Retomaba su día procurándose alimento y descansando en bancos y plazas, huyendo de zonas que él consideraba conflictivas y evitando siempre el contacto con la gente. Nunca pedía limosna, aunque es cierto, como ya se ha dicho, que en ocasiones la recibía. En realidad toda su jornada, cubiertas sus necesidades básicas, la pasaba pensando, reflexionando, analizando lo que le rodeaba, observando cada detalle, pero sin avanzar más allá, no había conclusiones, tan solo rumiaba, a través de sus sentidos, todo lo que le envolvía sin que se produjese en su mente ningún avance, siempre escudriñándolo todo. Toda esta información sencillamente la almacenaba, la interiorizaba, actuaba como si fuese una esponja capaz de absorberlo todo, pero incapaz de vaciarse. En muy contadas ocasiones y casi forzado por una saturación natural, cansado, se recostaba contra la fachada de algún edificio, sentado en el suelo con los ojos cerrados y procurándose siempre algún rayo de sol, comenzaba a dormitar y planteaba situaciones hipotéticas, buscaba respuestas con toda la información que se había procurado, intentaba mirar más allá del presente que estaba viviendo.
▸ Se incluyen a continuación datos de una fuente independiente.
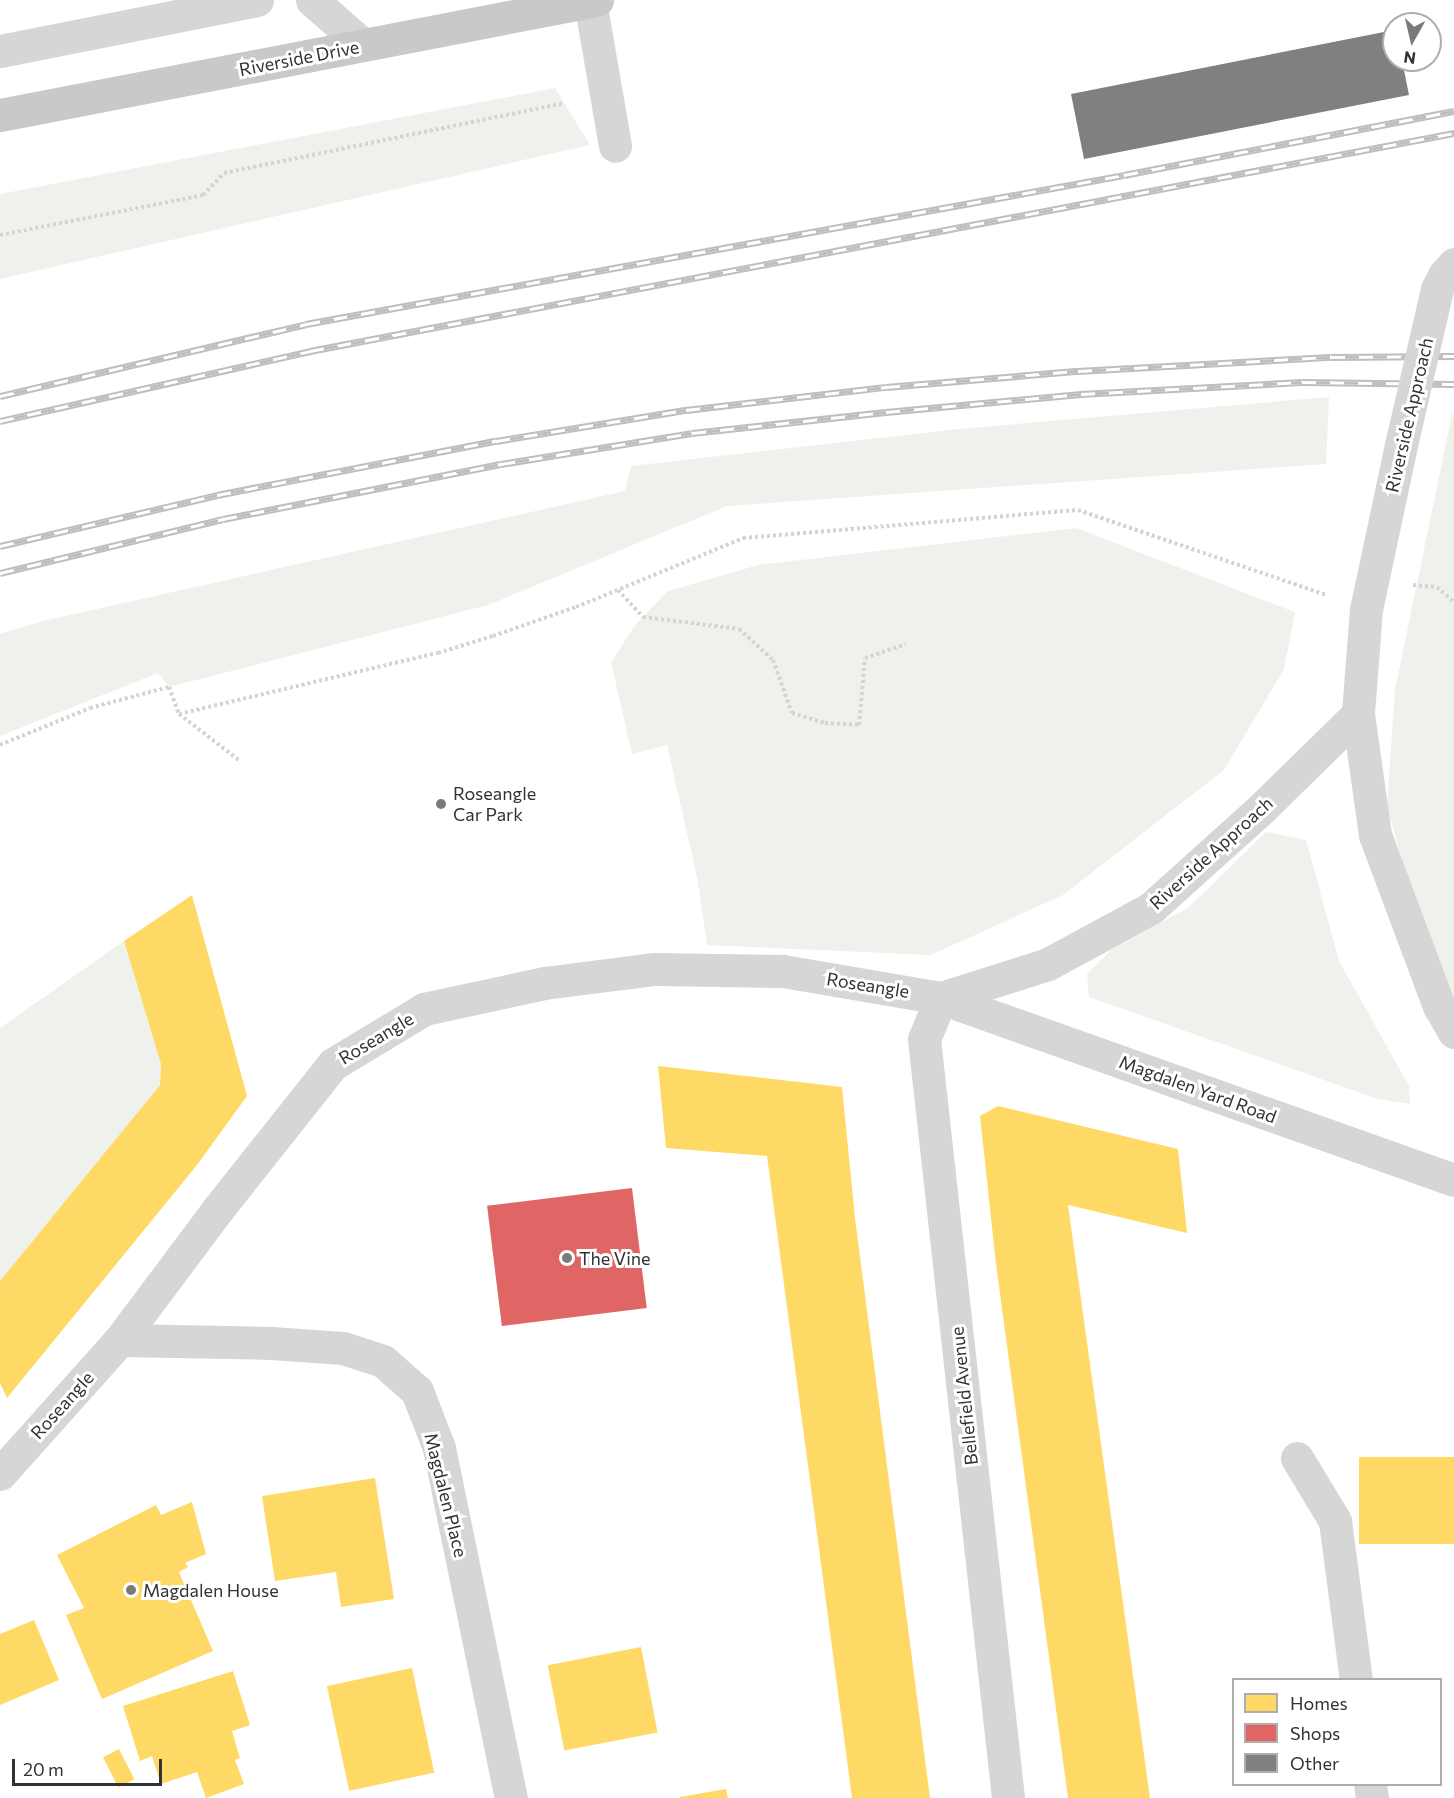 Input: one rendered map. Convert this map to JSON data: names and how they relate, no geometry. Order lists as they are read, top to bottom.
{
  "streets": {
    "main road": ["Riverside Drive"],
    "street": [
      "Riverside Approach",
      "Roseangle",
      "Magdalen Yard Road",
      "Bellefield Avenue",
      "Magdalen Place"
    ]
  },
  "crossings": [
    ["Riverside Approach", "Roseangle"],
    ["Riverside Approach", "Magdalen Yard Road"],
    ["Riverside Approach", "Bellefield Avenue"],
    ["Roseangle", "Magdalen Yard Road"],
    ["Roseangle", "Bellefield Avenue"],
    ["Roseangle", "Magdalen Place"],
    ["Magdalen Yard Road", "Bellefield Avenue"]
  ],
  "places": ["Roseangle Car Park", "The Vine", "Magdalen House"],
  "legend": ["Homes", "Shops", "Other"],
  "scale_bar": "20 m",
  "north": "bottom"
}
Entonces lloraba. Era consciente de lo que era, de lo que había sido y de lo que no podría llegar a ser. El ser humano tiene la asombrosa capacidad de acostumbrarse prácticamente a cualquier cosa, inclusive cuando se circunda peligrosa y constantemente la muerte. La historia de la humanidad lo viene demostrando desde la antigüedad. Seguramente lo hizo también cuando, debido a los más extraños e incomprensibles azares de la vida, el hombre perdió sus naturales cualidades para adaptarse al medio y se transformaron en condiciones racionales, pero, a partir de ese momento y una vez superadas las trabas físicas a las que el medio sometía al hombre, por mor de la vida en sociedad, este ha sido capaz de adaptarse a sí mismo y a su condición humana. Cuando esa duermevela en que le sumían sus observaciones se transformaba realmente en sueño, conseguía descansar algo y encontraba la paz interior que necesitaba para prolongar su vida al menos un día más.

Fotografía: www.hablandoalverre.wordpress.com


Mérida a 4 de mayo de 2014


Rubén Cabecera Soriano.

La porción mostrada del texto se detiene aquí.